## Work task
The records below are to be restated word for word; their pictures are not.

==============================

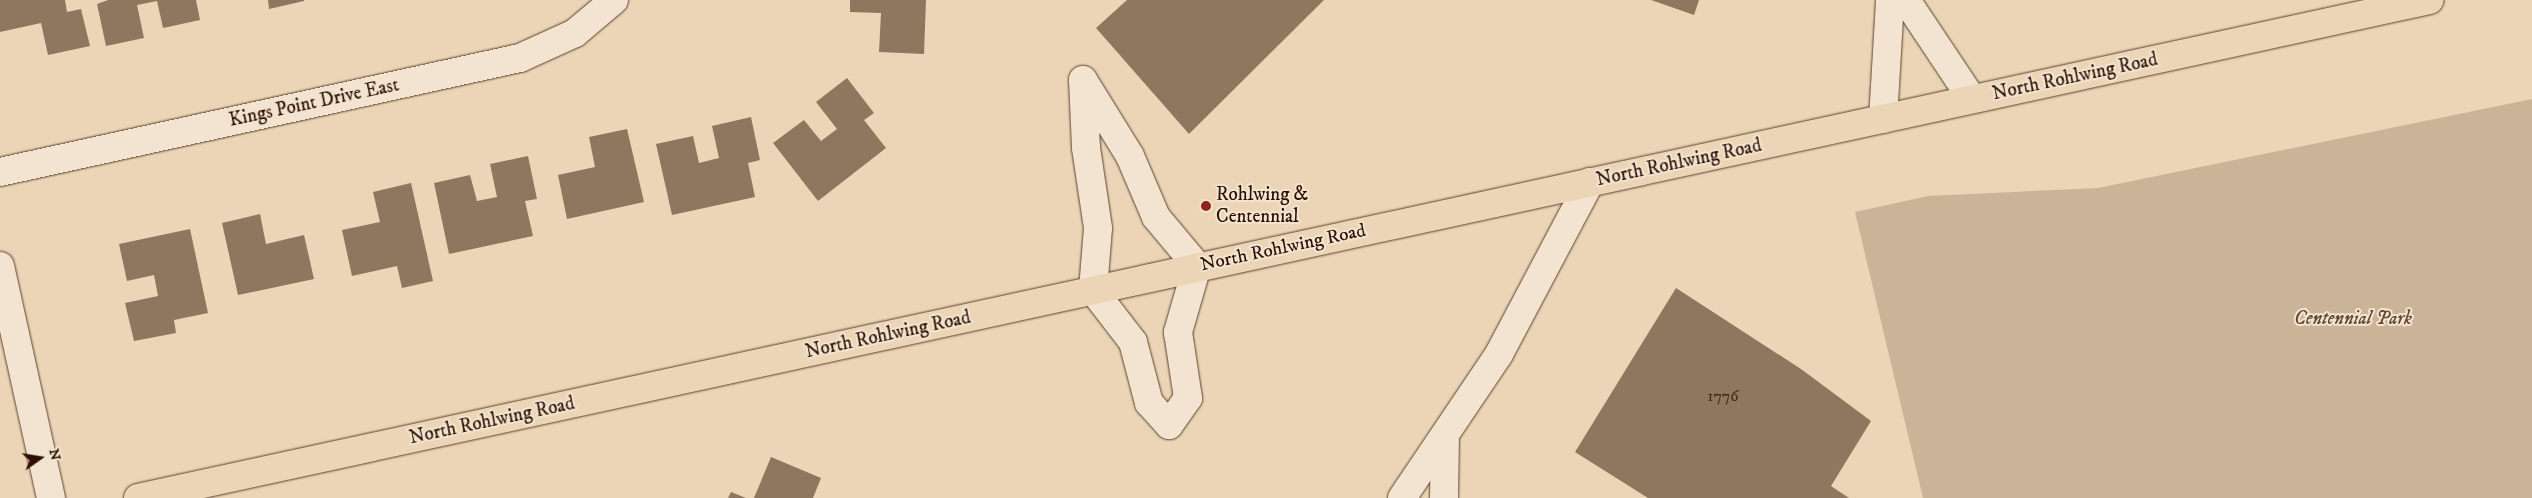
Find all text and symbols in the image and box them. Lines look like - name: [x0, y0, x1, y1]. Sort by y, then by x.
- street label: North Rohlwing Road: [1990, 48, 2160, 106]
- street label: Kings Point Drive East: [227, 74, 401, 132]
- street label: North Rohlwing Road: [1594, 134, 1764, 192]
- place label: Rohlwing & Centennial: [1216, 184, 1308, 228]
- marker: Rohlwing & Centennial: [1200, 200, 1212, 212]
- street label: North Rohlwing Road: [1198, 219, 1368, 277]
- street label: North Rohlwing Road: [803, 306, 973, 364]
- park label: Centennial Park: [2294, 308, 2412, 330]
- house number: 1776: [1708, 386, 1739, 406]
- street label: North Rohlwing Road: [407, 392, 577, 450]
- north arrow: [15, 433, 65, 483]
- text: N: [45, 447, 65, 462]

==============================

## Answer to the problem
Find all text and symbols in the image and box them. Lines look like - name: [x0, y0, x1, y1]. Sort by y, then by x.
- street label: North Rohlwing Road: [1990, 48, 2160, 106]
- street label: Kings Point Drive East: [227, 74, 401, 132]
- street label: North Rohlwing Road: [1594, 134, 1764, 192]
- place label: Rohlwing & Centennial: [1216, 184, 1308, 228]
- marker: Rohlwing & Centennial: [1200, 200, 1212, 212]
- street label: North Rohlwing Road: [1198, 219, 1368, 277]
- street label: North Rohlwing Road: [803, 306, 973, 364]
- park label: Centennial Park: [2294, 308, 2412, 330]
- house number: 1776: [1708, 386, 1739, 406]
- street label: North Rohlwing Road: [407, 392, 577, 450]
- north arrow: [15, 433, 65, 483]
- text: N: [45, 447, 65, 462]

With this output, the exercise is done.